What Did the Pope Really Say About Divorcees?

Jaquelina Lisbona and her civil law husband, Julio Sabetto

Jaquelina Lisbona and her civil law husband, Julio Sabetto

Once again the faithful are enduring a media-inspired kerfuffle over an alleged statement made by Pope Francis during a personal phone call to a divorcee who remarried outside the Church that she can take Communion; however, the Vatican calls these reports “unreliable” and the woman’s pastor says the whole episode is “impossible.”

CNA/EWTN News is reporting on the phone call which took place on Monday of this week between Jaquelina Lisbona, 47, and Pope Francis. Lisbona lives with her husband, Julio Sabetta, 50, in San Lorenzo, a small town about 185 miles northwest of Buenos Aires. Sabetto was divorced from his first wife in 1992 and began living with Lisbona in 1994. It was when their two daughters were preparing to receive the sacraments that the pastor of her parish informed her that she could not receive Communion because she was in a civil law union with a divorced man.

Last fall, after being prompted by a friend, Lisbona decided to write to the pope to tell him about her desire to receive Communion.

The pope apparently called her on Monday, apologized for the lateness in his reply and according to various accounts, told her “there was no problem” with her receiving Communion. He also said that he was dealing with the issue of remarried divorcees and that her letter was “useful in helping him address the issue.” He then told her that “there are some priests who are more papist than the pope”.

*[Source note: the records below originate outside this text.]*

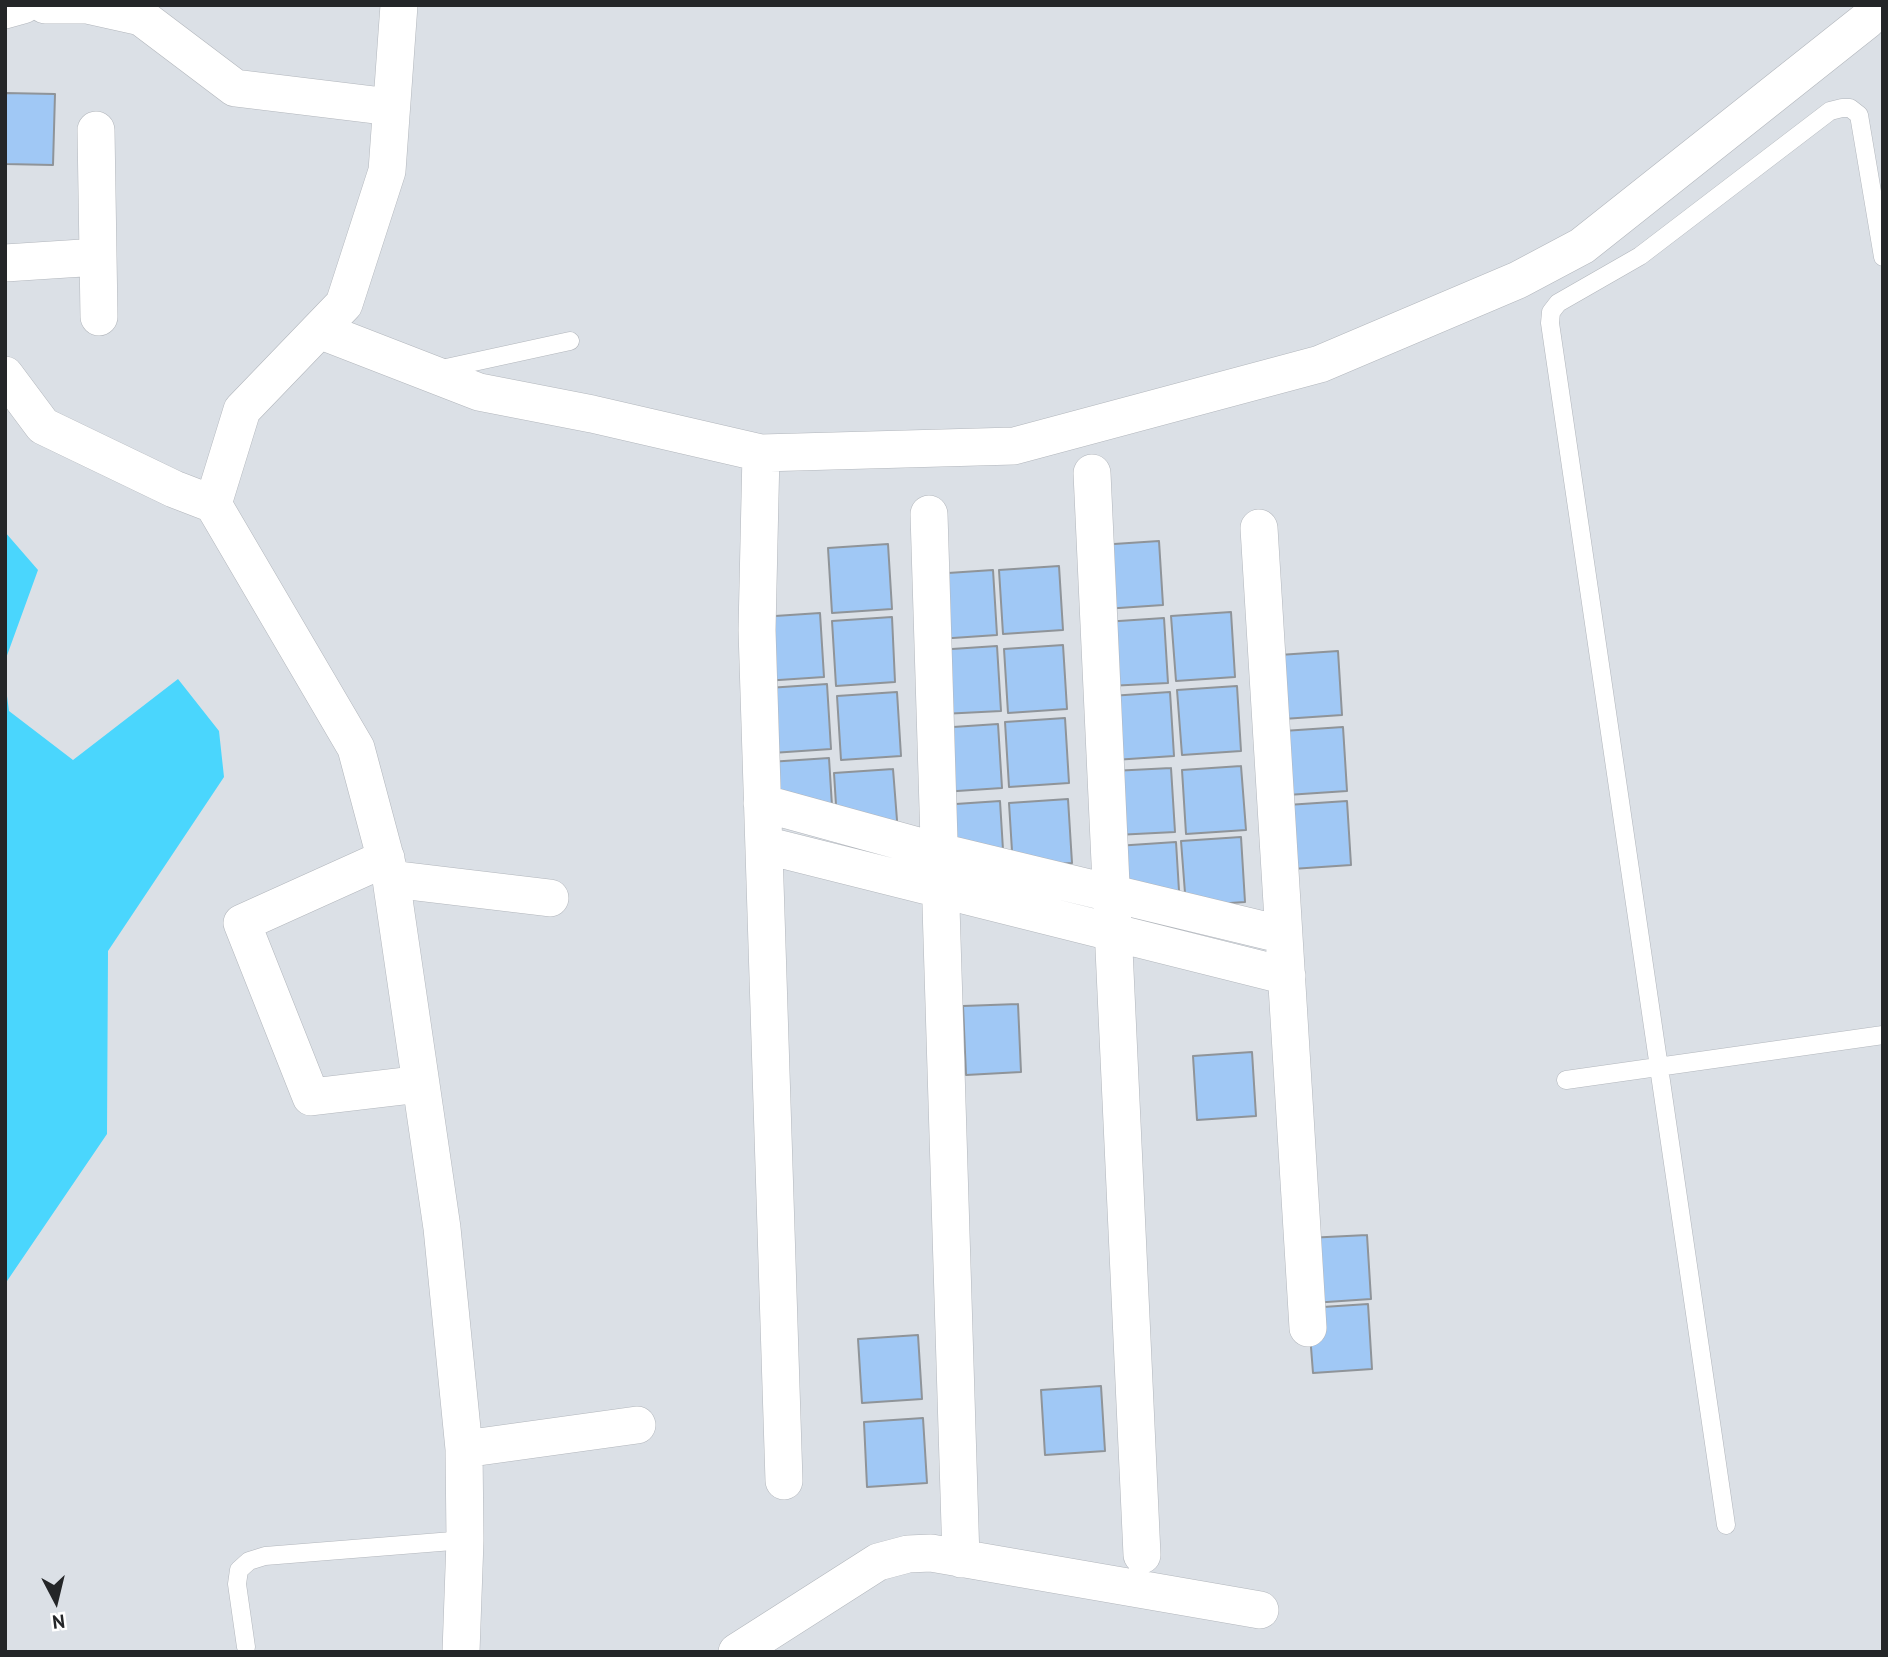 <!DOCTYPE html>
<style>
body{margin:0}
#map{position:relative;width:1888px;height:1657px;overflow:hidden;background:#dbe0e6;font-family:"PT Sans",sans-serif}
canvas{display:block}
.frame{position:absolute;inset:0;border:7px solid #242628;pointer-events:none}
.north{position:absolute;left:21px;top:1566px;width:70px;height:70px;-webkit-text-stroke:5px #fff;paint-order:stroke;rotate:173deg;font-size:19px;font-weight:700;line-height:28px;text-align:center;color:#242628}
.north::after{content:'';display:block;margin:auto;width:24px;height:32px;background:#242628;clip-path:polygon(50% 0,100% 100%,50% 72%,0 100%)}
</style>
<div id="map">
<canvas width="1888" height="1657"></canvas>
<div class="frame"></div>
<div class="north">N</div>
</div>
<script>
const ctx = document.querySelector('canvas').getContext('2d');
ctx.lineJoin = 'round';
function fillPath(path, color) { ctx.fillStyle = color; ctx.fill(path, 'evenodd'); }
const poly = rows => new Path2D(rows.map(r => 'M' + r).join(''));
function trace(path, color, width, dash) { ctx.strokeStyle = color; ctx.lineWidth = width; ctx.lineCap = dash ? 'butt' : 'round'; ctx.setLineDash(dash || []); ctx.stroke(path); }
fillPath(poly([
 [5,532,38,570,5,661],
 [178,679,219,731,224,777,108,951,107,1134,5,1284,5,681,9,711,73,760]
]), '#4ad6fd');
const building = poly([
 [5,93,55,94,53,165,5,164,5,93],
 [1159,541,1163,605,1104,609,1099,545,1159,541],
 [888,544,892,609,832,613,828,548,888,544],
 [1059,566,1063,630,1003,634,999,570,1059,566],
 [993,570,997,635,938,639,933,574,993,570],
 [1231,612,1235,677,1176,681,1171,616,1231,612],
 [820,613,824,677,764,681,760,617,820,613],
 [892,617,895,682,836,686,832,621,892,617],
 [1164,618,1168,683,1108,686,1104,622,1164,618],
 [1063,645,1067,709,1008,713,1004,649,1063,645],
 [997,646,1001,711,942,714,937,650,997,646],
 [1338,651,1342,715,1283,719,1279,655,1338,651],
 [827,684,831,749,772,753,768,688,827,684],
 [1237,686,1241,751,1182,755,1177,690,1237,686],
 [897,692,901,756,841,760,837,696,897,692],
 [1170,692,1174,756,1114,760,1110,696,1170,692],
 [1065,718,1069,783,1009,787,1005,722,1065,718],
 [998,724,1002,788,942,792,938,728,998,724],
 [1343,727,1347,791,1287,795,1283,731,1343,727],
 [829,758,833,822,773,826,769,762,829,758],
 [1241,766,1246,830,1186,834,1182,770,1241,766],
 [1171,768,1175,832,1116,835,1112,771,1171,768],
 [893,769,898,833,838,837,834,773,893,769],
 [1068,799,1072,863,1013,867,1009,803,1068,799],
 [1000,801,1004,866,945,870,941,805,1000,801],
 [1347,801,1351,865,1292,869,1287,805,1347,801],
 [1241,837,1245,902,1186,906,1181,841,1241,837],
 [1176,842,1180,907,1120,910,1116,846,1176,842],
 [1018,1004,1021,1072,966,1075,963,1006,1018,1004],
 [1252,1052,1256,1116,1197,1120,1193,1056,1252,1052],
 [1367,1235,1371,1299,1312,1303,1307,1238,1367,1235],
 [1368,1304,1372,1369,1313,1373,1308,1308,1368,1304],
 [918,1335,922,1399,862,1403,858,1339,918,1335],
 [1101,1386,1105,1451,1045,1455,1041,1390,1101,1386],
 [923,1418,927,1483,867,1487,864,1422,923,1418]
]);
fillPath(building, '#a0c8f5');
trace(building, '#8f9499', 2);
const lane = poly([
 [437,370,570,341],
 [1566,1080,1883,1035],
 [1726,1525,1550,323,1551,312,1558,303,1640,256,1830,111,1842,108,1850,108,1859,115,1883,257],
 [246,1647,237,1584,239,1570,249,1561,265,1556,465,1540]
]);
const street = poly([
 [45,5,87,5,141,17,235,88,391,107],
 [399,5,387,171,344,304,242,410,213,504,356,748,391,879,442,1228,464,1449,465,1540,461,1652],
 [5,10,23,5],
 [96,130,99,317],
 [5,263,98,257],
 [319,330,479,392,592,414,761,453,1014,446,1320,364,1518,280,1582,246,1867,20,1881,5],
 [5,375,43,426,174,489,213,504],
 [761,453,757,630,784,1481],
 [1092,473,1142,1555],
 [929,514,961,1559],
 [1259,528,1308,1328],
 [762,803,940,852,1284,935],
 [764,845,1287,976],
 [386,858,242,923,311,1097,421,1084],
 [391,879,550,898],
 [464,1449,637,1425],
 [737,1652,878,1562,908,1554,931,1553,1260,1610]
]);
trace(lane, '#b2b6bc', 19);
trace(street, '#b2b6bc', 38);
trace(lane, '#fff', 18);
trace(street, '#fff', 37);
</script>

News of the phone call spread after Lisbona’s husband posted an account of the phone call on his Facebook page:

“Today one of the most beautiful things happened to me since the birth of my two daughters,” Sabetto wrote. “I got a call in my home from none other than Pope Francis, it was a big emotion, we cannot figure it out yet, this call was originated by my wife who sent him a letter and he took his time to call her and talk to her and I can assure you that when he talks, he gives you total peace. Thanks God for this blessing!”

From there, the story was picked up by local radio station La Red and La Capital newspaper. The Argentinean News Agency TELAM picked it up by Wednesday and then spread globally being picked up by all the major media outlets.

However, what exactly the Pope said to Lisbona remains a matter of controversy. Speaking to a news outlet, Lisbona said the two spoke for about 10 minutes during which time he allegedly told her that there she should “go to confession and start taking communion at a different parish.”

In a second interview, she confirmed that the pope had given her permission to receive Communion, but complained that “this was supposed to be discrete, now I don’t think I will be able to go anywhere now.”

The Vatican Press Office quickly weighed in on the matter. Father Federico Lombardi, S.J., issued a statement yesterday morning in which he said that they would not relay the contents of the Pope’s private phone conversations. However, “that which has been communicated in relation to this matter . . . . and the consequent media amplification, cannot be confirmed as reliable, and is a source of misunderstanding and confusion.”

He added: “Therefore, consequences relating to the teaching of the Church are not to be inferred from these occurrences”.

But that hasn’t stopped the press from making all kinds of wild speculations about how Pope Francis is going to  change the rules regarded divorcees who remarry outside the Church just like he was supposed to change the rules about homosexuals after saying “who am I to judge” aboard the papal plane last year.

During an interview with CNA, Sabetto insisted that “Francisco told my wife that she was free from all sin, that she should go to communion, that she should go with peace of mind, since a divorced who goes (to Communion) is doing nothing wrong.”

He also claims the pope told her to go to Mass at another parish to avoid friction with their pastor.

However, the couple’s pastor, Fr. Jose Ceschi of San Lorenzo’s parish, told the local radio station La Ocho that the idea that the pope would give this permission was “absurd.”

“I do believe in the call, but what is hard to believe is that he gave her permission to go to communion,” Fr. Ceschi said. “The Pope would never do that, (it) is impossible. If he is coming from a previous sacrament and they are living together (it) is absolutely impossible.”

Speaking of his predecessor, Fr. Sergio, who was erroneously reported as having left the priesthood, told Jaquelina that she could not receive communion.

“Fr. Sergio was right, if a previous sacrament of marriage is involved, the Church cannot go beyond what Jesus has taught,” Fr. Ceschi said. “If Fr. Sergio would have given absolution, it would have been like someone writing you a check for an empty bank account, (it) is worthless!”

He added: “Again, I believe that the call happened, I just don’t believe the Pope would go over the head of the (local) bishop – it is absurd.”